- [Work order] Which lines of the data hold the word "heading"? Copy all of them.
─── Recorded data ───
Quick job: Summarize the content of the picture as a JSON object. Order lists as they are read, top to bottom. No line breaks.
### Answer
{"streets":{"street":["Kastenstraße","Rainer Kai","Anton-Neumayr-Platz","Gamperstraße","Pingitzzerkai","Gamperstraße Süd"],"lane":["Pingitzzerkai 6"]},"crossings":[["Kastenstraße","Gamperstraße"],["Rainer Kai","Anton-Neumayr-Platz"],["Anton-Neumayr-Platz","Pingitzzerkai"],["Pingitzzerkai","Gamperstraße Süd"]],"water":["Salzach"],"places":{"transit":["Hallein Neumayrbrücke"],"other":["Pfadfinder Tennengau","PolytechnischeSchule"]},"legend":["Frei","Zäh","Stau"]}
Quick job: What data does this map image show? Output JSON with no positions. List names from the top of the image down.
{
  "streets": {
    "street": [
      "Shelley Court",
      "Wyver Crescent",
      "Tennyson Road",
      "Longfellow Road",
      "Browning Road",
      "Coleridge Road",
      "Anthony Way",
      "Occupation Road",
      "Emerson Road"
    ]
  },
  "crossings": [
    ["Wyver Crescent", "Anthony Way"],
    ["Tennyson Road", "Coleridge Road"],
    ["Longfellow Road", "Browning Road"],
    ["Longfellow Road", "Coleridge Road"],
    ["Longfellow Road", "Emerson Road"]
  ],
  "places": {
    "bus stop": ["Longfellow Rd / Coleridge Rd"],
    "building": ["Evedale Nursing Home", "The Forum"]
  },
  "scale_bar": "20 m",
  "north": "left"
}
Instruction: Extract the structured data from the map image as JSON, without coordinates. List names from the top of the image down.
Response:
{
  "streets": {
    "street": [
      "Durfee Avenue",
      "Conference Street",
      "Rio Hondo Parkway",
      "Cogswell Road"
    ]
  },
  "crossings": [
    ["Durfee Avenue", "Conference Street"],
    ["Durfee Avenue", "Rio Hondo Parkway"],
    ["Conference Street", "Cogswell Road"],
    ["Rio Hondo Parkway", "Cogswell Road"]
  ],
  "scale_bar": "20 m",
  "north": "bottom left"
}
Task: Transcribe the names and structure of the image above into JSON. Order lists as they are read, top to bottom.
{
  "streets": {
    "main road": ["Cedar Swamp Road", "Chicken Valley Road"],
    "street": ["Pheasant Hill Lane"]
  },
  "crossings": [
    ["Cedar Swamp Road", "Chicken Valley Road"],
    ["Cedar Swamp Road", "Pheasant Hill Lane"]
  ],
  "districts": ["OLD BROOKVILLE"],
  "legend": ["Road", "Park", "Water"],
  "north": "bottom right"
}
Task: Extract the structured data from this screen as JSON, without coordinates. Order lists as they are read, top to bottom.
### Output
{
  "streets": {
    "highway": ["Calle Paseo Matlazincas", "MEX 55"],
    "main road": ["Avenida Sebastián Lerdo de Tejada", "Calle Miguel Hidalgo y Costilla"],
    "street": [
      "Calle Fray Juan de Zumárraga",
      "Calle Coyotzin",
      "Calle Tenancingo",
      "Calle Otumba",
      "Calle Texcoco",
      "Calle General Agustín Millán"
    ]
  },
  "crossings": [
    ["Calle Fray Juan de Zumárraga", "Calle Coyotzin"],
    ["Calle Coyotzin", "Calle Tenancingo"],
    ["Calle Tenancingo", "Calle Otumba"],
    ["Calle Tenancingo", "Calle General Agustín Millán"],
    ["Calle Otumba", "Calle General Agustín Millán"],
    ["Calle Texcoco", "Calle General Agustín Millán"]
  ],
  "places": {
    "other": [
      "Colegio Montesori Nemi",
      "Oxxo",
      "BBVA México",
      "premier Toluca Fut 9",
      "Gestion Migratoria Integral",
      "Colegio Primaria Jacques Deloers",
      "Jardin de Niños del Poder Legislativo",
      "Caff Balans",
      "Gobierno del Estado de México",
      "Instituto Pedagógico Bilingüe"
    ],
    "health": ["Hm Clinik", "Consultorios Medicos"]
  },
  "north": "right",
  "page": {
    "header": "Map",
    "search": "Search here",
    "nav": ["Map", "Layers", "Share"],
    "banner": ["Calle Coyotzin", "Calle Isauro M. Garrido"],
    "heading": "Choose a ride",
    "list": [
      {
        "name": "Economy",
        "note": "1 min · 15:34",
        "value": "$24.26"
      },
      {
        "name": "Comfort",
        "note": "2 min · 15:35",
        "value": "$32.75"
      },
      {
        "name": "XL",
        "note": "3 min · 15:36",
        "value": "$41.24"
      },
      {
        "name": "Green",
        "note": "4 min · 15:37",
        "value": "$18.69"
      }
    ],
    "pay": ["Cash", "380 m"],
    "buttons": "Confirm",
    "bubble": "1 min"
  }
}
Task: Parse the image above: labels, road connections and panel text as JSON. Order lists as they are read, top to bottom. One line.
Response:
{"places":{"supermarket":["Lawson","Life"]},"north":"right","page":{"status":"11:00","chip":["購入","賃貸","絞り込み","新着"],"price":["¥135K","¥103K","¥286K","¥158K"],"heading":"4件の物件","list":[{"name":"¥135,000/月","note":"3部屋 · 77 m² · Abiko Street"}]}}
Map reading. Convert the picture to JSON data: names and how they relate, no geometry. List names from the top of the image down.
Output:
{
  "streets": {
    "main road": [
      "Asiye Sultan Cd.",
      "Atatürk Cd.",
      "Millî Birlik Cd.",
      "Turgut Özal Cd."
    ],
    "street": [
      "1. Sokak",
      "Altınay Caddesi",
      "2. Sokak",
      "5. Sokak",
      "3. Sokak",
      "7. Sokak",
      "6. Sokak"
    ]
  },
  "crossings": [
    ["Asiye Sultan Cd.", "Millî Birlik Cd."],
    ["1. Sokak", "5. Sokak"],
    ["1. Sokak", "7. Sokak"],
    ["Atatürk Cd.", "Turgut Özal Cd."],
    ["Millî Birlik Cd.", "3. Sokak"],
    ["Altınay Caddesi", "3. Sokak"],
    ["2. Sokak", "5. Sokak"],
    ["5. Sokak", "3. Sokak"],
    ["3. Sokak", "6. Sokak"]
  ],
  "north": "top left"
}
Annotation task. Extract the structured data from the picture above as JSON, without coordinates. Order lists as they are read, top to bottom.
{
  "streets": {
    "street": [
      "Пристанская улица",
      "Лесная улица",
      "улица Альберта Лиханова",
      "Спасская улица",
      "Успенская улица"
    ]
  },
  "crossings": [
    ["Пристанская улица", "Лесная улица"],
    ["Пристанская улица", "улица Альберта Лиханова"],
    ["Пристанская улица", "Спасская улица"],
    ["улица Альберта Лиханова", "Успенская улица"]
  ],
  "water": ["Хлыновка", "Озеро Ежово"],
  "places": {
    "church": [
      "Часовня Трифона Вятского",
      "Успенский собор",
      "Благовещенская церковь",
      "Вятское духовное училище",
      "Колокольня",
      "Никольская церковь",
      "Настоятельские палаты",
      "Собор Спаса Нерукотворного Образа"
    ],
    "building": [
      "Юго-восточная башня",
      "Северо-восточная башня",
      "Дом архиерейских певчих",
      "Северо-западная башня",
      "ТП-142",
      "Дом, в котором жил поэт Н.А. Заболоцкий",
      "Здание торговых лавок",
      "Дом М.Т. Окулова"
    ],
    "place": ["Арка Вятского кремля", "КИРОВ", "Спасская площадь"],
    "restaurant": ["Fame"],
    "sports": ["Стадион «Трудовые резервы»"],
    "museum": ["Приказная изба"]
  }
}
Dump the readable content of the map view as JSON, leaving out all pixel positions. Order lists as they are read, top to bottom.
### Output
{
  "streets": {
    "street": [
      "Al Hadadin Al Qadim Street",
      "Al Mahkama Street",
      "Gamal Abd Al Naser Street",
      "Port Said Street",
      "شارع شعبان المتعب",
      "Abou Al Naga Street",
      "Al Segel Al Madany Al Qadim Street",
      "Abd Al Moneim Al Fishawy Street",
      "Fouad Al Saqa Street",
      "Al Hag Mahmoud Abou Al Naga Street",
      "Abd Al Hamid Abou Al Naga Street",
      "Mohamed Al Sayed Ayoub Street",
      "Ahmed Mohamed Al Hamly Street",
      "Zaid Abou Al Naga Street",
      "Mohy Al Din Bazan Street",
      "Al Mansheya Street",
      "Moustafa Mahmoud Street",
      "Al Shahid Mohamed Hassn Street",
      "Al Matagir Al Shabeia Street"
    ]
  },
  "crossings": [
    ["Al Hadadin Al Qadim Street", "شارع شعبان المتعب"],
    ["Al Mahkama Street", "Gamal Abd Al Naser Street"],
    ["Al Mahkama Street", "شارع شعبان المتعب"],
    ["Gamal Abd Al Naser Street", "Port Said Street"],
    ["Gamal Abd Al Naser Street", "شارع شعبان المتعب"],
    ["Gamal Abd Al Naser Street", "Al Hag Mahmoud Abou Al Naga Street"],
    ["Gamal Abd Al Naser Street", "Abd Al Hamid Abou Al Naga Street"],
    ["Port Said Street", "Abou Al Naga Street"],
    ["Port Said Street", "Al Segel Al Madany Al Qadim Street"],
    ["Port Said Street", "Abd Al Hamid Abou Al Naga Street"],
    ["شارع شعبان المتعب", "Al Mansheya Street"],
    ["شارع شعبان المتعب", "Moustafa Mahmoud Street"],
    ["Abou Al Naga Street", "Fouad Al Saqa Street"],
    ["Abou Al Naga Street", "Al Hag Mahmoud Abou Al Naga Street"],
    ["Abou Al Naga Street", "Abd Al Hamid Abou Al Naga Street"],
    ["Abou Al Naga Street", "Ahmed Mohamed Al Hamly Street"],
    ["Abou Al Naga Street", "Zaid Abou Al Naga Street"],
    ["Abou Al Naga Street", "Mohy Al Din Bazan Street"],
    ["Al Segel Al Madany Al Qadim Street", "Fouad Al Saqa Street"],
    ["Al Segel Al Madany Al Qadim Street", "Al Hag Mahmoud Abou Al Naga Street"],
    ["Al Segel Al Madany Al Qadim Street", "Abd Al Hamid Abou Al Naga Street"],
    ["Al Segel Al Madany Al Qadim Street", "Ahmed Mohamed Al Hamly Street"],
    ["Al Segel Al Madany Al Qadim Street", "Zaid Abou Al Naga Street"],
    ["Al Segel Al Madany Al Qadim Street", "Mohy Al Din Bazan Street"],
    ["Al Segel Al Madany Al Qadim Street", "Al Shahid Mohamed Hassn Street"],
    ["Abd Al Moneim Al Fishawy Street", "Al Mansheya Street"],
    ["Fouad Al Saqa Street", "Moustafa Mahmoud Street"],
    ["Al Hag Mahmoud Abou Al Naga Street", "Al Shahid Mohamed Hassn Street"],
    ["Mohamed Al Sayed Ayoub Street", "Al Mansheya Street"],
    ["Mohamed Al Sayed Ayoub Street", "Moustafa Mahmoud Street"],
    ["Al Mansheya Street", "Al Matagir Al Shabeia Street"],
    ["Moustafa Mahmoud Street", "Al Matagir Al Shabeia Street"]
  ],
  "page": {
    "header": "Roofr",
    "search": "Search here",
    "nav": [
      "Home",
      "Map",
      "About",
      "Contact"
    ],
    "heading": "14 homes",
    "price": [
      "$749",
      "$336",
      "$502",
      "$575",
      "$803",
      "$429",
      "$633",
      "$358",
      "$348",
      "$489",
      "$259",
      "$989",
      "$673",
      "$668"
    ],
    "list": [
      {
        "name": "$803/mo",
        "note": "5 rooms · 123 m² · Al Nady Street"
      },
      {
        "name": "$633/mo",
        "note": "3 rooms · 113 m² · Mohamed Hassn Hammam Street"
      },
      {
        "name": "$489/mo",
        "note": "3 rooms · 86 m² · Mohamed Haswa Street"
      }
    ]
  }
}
───
- [Answer space]
    "heading": "Choose a ride",
{"places":{"supermarket":["Lawson","Life"]},"north":"right","page":{"status":"11:00","chip":["購入","賃貸","絞り込み","新着"],"price":["¥135K","¥103K","¥286K","¥158K"],"heading":"4件の物件","list":[{"name":"¥135,000/月","note":"3部屋 · 77 m² · Abiko Street"}]}}
    "heading": "14 homes",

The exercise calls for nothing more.